Filmic Feasts are an irresistible category. They feed us with visuals and satiate us with emotion. We hoped for Babette’s Feast (1987), fretted over Like Water for Chocolate (1992), and delighted in Tampopo (1985). We also have personal picks like This Is Not What I Expected (2017) with its quirky yet whimsical romance. What unites them is the laden table these films lay out before us. They expand the meaning of: We eat first with our eyes. And they cause us to “eat our hearts out”—we can taste the cuisine as surely as we feel the characters’ triumphs and their falls.
Written and directed by Trân Anh Hùng (from the novel La Vie et la Passion de Dodin-Bouffant, Gourmet), The Taste of Things centers on chef Doudin Bouffant (Benoît Magimel) and his partnership with his cook, Eugénie (Juliette Binoche). The pair live and work in the countryside of 19th-century France, where they are famous for their culinary symphonies.
Yet, as harmonious as they are in the kitchen, Doudin and Eugénie have left too much unsaid. Their passions are intensified by their dishes but also duplicated in them. In this way, Hùng turns their cooking into love letters, passed back and forth in the silence of the unspoken. Food is the couple’s love language, and The Taste of Things is an epicurean epistle.
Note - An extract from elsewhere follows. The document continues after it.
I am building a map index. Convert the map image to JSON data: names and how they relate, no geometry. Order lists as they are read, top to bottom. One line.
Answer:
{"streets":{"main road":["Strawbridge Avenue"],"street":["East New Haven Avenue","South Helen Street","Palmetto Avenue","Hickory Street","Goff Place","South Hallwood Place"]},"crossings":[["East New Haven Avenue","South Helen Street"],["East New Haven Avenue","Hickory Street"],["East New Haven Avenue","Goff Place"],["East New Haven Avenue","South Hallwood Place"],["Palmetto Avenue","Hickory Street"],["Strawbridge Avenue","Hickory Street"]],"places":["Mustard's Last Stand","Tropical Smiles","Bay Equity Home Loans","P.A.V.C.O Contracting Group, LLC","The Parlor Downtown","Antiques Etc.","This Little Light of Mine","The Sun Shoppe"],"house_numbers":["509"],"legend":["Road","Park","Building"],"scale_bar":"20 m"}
The framing and palettes are lavish—chocolatey, golden, and green. The lighting is as soothing as sunbeams and hearths. And, more than Magimel’s Doudin, the camera becomes Binoche’s lover. Her Eugénie is the centerpiece. We begin to want what she longs for. Our hearts flutter when she gently alludes to her desires. The Taste of Things is a delicious filmic-feast; lingering on the palate with bittersweetness.